I am trying to write a function that will look at all the factor variables in a data frame and combine all the levels together but only if a level contains less observations then a certain percentage/threshold.
So far I have a function that works on a single variable but I am trying to apply that function to all the factors in the data frame.
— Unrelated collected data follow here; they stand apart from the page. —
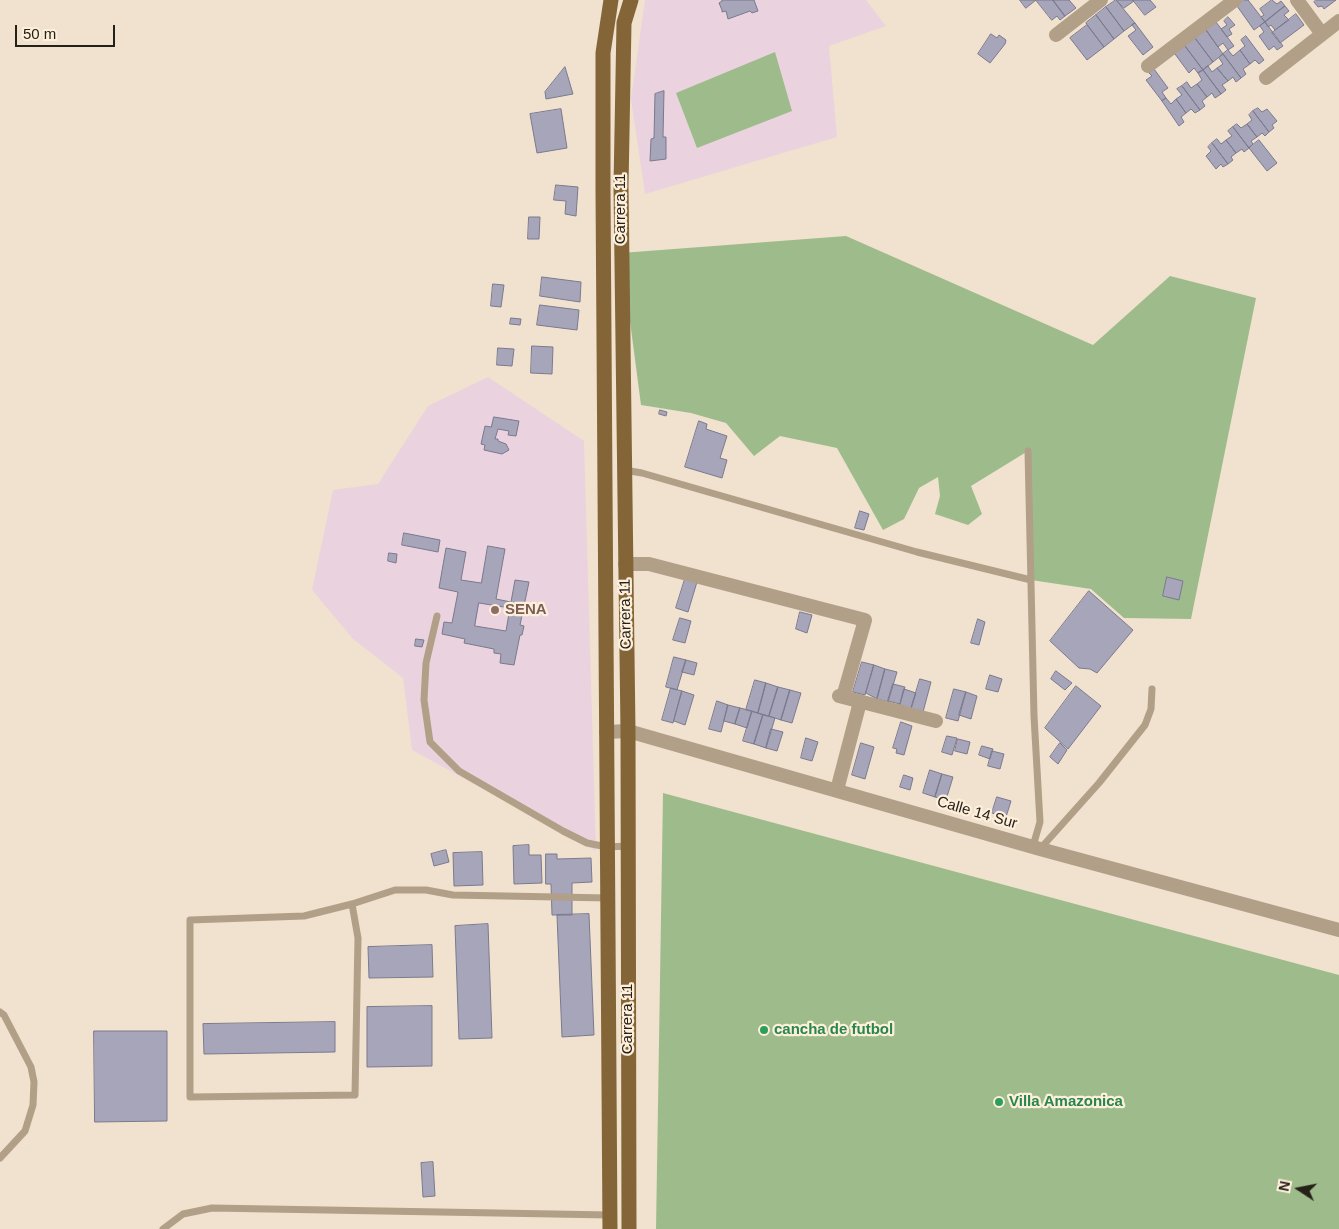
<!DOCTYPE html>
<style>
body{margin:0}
#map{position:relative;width:1339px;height:1229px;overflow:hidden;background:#f0e2ce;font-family:Arial,sans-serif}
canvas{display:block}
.north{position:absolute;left:1274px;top:1164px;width:50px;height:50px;-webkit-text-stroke:4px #feefdb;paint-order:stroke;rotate:281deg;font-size:14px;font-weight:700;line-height:20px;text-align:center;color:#252018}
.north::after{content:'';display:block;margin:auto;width:18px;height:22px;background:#252018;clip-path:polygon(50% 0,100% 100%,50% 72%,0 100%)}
.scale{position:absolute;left:15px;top:25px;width:100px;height:22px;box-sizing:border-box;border:2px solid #252018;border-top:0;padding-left:6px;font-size:15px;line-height:18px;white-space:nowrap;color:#252018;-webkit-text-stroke:4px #feefdb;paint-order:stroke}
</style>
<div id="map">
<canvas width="1339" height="1229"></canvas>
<div class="north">N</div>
<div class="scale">50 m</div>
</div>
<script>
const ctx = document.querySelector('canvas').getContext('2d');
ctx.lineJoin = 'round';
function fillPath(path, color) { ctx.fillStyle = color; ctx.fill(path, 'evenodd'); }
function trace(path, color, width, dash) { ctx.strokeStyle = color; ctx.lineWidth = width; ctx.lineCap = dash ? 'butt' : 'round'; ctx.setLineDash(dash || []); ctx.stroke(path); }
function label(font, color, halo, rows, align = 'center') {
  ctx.font = font + ' Arial,sans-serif'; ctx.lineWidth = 4.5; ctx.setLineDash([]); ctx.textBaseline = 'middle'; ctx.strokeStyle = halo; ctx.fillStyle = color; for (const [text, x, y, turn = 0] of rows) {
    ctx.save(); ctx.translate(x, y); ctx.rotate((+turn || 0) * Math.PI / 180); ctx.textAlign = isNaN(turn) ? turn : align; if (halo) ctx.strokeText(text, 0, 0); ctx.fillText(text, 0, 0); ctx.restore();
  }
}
const commercial = new Path2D(`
 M645,0H866L886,26L829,46L837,137L645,194L631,99Z
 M488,377L584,441L596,851L412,750L403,678L353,639L312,590L333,490L378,484L428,406Z`);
const green = new Path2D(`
 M775,52L792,111L697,148L676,93Z
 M846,236L1093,345L1170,276L1256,298L1191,619L1124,618L1091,589L1031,580L1028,451L971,486L982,514L968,525L935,514L940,496L938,477L919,488L904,519L883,530L837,448L780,436L754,456L726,423L691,413L641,405L621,253Z
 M663,793L1339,975V1229H656Z`);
const building = new Path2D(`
 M722,0H754L758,11L752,13L750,11L728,19L726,11L722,12V10L719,3L722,1Z
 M1020,0H1036L1026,8Z
 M1036,0H1053L1065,16L1060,20L1057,16L1052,20Z
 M1053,0H1069L1076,8L1065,16Z
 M1116,0L1135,23L1124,31L1106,7Z
 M1117,0H1133L1134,1L1124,8Z
 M1133,0H1150L1156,7L1145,15Z
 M1244,0H1248L1265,22L1254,30L1237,6Z
 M1272,0L1277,4L1281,1L1285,6L1265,22L1261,17L1264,15L1260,9Z
 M1316,0H1336L1324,9L1322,6L1318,7L1314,2Z
 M1285,6L1289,11L1284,15L1289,20L1275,30L1271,25L1268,27L1265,22Z
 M1106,7L1124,31L1114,39L1096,15Z
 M1296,14L1304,25L1280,43L1272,33Z
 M1096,15L1114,39L1104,47L1086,23Z
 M1228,17L1235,25L1229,29L1232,34L1227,37L1221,29L1227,25L1224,21Z
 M1216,22L1234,46L1228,50L1223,43L1218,47L1206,30Z
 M1265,22L1283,46L1277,50L1274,46L1269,50L1259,36L1264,32L1260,26Z
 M1135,23L1153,47L1143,55L1128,36L1136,30L1132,25Z
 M1087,25L1104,47L1087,60L1070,38Z
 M1206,30L1223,54L1213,62L1195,38Z
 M991,34L997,38L999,35L1006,40L1005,44L990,63L978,54Z
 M1246,36L1264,60L1259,64L1255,60L1250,64L1240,50L1245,46L1241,40Z
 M1195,38L1213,62L1203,70L1185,46Z
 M1185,46L1203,70L1198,73L1194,68L1189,73L1175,54Z
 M1228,50L1233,56L1240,50L1250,64L1243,69L1246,74L1241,78L1223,54Z
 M1223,54L1241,78L1236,82L1233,77L1228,81L1217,68L1223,64L1219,58Z
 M1208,66L1212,72L1217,68L1228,81L1222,85L1226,90L1221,94L1203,70Z
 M565,67L573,94L546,99L545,92Z
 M1154,69L1168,88L1162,92L1166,98L1162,101L1146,80L1152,76L1149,73Z
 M1203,70L1221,94L1215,98L1212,93L1207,97L1197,84L1202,80L1198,73Z
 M1187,82L1191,88L1197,84L1207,97L1202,101L1205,106L1200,110L1182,86Z
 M1182,86L1200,110L1195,113L1191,109L1186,113L1176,99L1182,95L1177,89Z
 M664,91L663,137H666V159L650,161L651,139L654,138L655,94Z
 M1166,98L1171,104L1176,99L1186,113L1181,117L1184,122L1179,126L1162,101Z
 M1258,108L1262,112L1267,109L1277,121L1272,125L1274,128L1269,132L1253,111Z
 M561,109L567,148L537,153L530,114Z
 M1253,111L1269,132L1265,136L1262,133L1257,137L1247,124L1252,120L1249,115Z
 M1237,124L1241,128L1247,124L1257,137L1251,141L1253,144L1249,148L1233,127Z
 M1233,127L1249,148L1244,152L1242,149L1236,153L1226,140L1232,136L1228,131Z
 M1217,139L1221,144L1226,140L1236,153L1231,157L1233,160L1228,164L1212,143Z
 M1259,140L1277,163L1267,171L1249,148Z
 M1212,143L1228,164L1223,167L1221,164L1216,169L1206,156L1211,151L1208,147Z
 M556,185L578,187L576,216L565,214L566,201L554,200Z
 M529,217H540L539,239H528Z
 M542,277L581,282L580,302L540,296Z
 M493,284L504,285L501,307L491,306Z
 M540,305L579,310L577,330L537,325Z
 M511,318L521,319L520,325L510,324Z
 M532,346L553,347L552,374L531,373Z
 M498,348L514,349L512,366L497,365Z
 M660,410L667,412L666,416L659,414Z
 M494,417L519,421L516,436L508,435L509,431L498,429L495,439H498V441L506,444L509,450L502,454L484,450L485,445L481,444L485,426L491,427Z
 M699,421L707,424L706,429L727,436L720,458L727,460L722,478L685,467Z
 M860,511L869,514L864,530L855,528Z
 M404,533L440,540L438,552L402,545Z
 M488,546L505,549L496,599L511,602L515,580L529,582L520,625L524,626L522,635H520L514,665L500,663L501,654L494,653V649L464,643L465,639L442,634L444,622L452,623L458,592L439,588L446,548L466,552L461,580L481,583ZM479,603L510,608L506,631L475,626Z
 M389,553L397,554L396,563L388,561Z
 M1167,577L1183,581L1179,600L1163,596Z
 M685,579L697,582L688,612L676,608Z
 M1089,591L1133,630L1097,673L1090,669L1079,668L1050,641Z
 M800,612L812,615L807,633L796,629Z
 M680,618L691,621L685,643L673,640Z
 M978,619L985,622L979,645L971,643Z
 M416,639L424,640L422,647L415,646Z
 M674,657L686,660L677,690L666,687Z
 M686,660L697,663L694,675L682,672Z
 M862,662L874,665L865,695L853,692Z
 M874,665L885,669L877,699L866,693Z
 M885,669L897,672L888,702L877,699Z
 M1056,671L1072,683L1065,690L1051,679Z
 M990,675L1002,679L998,692L986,689Z
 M920,679L931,682L923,712L911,709Z
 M755,680L766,683L758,713L746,710Z
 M766,683L778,687L769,716L758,713Z
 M893,684L905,687L900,704L888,701Z
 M1076,686L1101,706L1068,749L1045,728Z
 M778,687L790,690L781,720L769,716Z
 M671,688L682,691L673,723L662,720Z
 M904,689L916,693L911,709L900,705Z
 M954,689L966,692L958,721L946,718Z
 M790,690L801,693L792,723L781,720Z
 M682,691L694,695L685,725L674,721Z
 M966,692L977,696L971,719L959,715Z
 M717,701L728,705L721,732L709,729Z
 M728,705L740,708L735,724L724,721Z
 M740,708L752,711L747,728L735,724Z
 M752,711L763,715L754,744L743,741Z
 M763,715L775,718L766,748L754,744Z
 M901,722L912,726L904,755L896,753L897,749L893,748Z
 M771,729L783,732L777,751L766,748Z
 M947,736L957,738L952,755L942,752Z
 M806,738L818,742L812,761L801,758Z
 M958,739L970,742L967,754L955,751Z
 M861,743L874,747L865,779L852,775Z
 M1060,743L1067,750L1058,764L1050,757Z
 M982,746L993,749L990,759L979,755Z
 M992,751L1004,754L1000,769L988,766Z
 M930,770L942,774L935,797L923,793Z
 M942,774L953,777L946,800L935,797Z
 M904,775L913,778L910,790L900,787Z
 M997,797L1011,801L1006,817L992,813Z
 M529,845V855H541L542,883L514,884L513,846Z
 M446,850L449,862L434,866L431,854Z
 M482,852L483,885L454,886L453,853Z
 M546,854H557V859L591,858L592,882L572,883V915H552L551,884H546Z
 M589,914L594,1035L562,1037L557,915Z
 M488,924L492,1038L459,1039L455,926Z
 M432,945L433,977L369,978L368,947Z
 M432,1006V1066L367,1067V1007Z
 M335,1022V1052L204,1054L203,1024Z
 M94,1031H167V1121L95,1122Z
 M433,1162L435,1196L423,1197L421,1163Z`);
const service = new Path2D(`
 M1028,451L1034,716L1040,822L1033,846
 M624,470L642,473L917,552L1031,580
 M437,616L426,663L424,700L430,742L459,771L563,831L587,843L607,847L628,846
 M1040,849L1099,783L1145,725L1151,709L1152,689
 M352,904L358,938L355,1095L190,1097V920L304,916L352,904L395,890H426L453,895L608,898
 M0,1012L4,1015L31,1067L34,1082L33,1105L25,1131L0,1158
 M163,1229L183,1214L212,1208L610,1215`);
const minor = new Path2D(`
 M1297,0L1322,34
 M1056,35L1101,0
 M1148,66L1235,0
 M1266,78L1339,21
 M625,564H649L865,620L843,697
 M839,696L936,721
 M606,732L628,731L1040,849L1339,930
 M837,790L860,702`);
const primary = new Path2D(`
 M610,1229L603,190V53L611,0
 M629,1229L628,731L621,186L624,23L631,0`);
const markers = [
 [495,610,5,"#8d6e63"],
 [764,1030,5,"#2e9e5b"],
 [999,1102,5,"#2e9e5b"]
];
const streetNames = [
 ["Carrera 11",621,209,-90],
 ["Carrera 11",626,614,-91],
 ["Calle 14 Sur",977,813,16],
 ["Carrera 11",628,1019,-90]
];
const educationNames = [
 ["SENA",505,610]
];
const leisureNames = [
 ["cancha de futbol",774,1030],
 ["Villa Amazonica",1009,1102]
];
fillPath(commercial, '#ead3df');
fillPath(green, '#9ebc8b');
fillPath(building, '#a6a5ba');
trace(building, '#7b798e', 1);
trace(service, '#b19f87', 7);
trace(minor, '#b19f87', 14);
trace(primary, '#846537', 15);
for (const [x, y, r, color] of markers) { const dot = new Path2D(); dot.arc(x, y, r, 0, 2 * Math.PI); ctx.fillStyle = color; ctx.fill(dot); trace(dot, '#feefdb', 2); }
label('15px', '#252018', '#feefdb', streetNames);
label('bold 15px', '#785e54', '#feefdb', educationNames, 'left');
label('bold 15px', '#27864d', '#feefdb', leisureNames, 'left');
</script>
When I try to apply it to all the factors variables, I get an error
# Code to create data frame (df)
var <- factor(c(a <- rep("a", 100), b <- rep("b", 1000), c <- rep("c", 1000), d <- rep("d", 1000), e <- rep("e", 400), f <- rep("f", 100)))
var1 <- factor(c(a1 <- rep("a", 100), b1 <- rep("b", 400), c1 <- rep("c", 1000), d1 <- rep("d", 1000), e1 <- rep("e", 1000), f <- rep("f", 100)))
x_df <- data.frame(var = var, var1 = var1)
str(x_df)
# check the count of each level
sapply(x_df, function(x){
table(x)
})
# create the function
Merge.factors <- function(x, p) {
#Combines factor levels in x that are less than a specified proportion, p.
t <- table(x)
less <- subset(t, prop.table(t) < p)
more <- subset(t, prop.table(t) >= p)
other <- rep("Other", sum(less))
new.table <- c(more, table(other))
new.x <- as.factor(rep(names(new.table), new.table))
return(new.x)
}
# applying the function to a single factor variable - It works!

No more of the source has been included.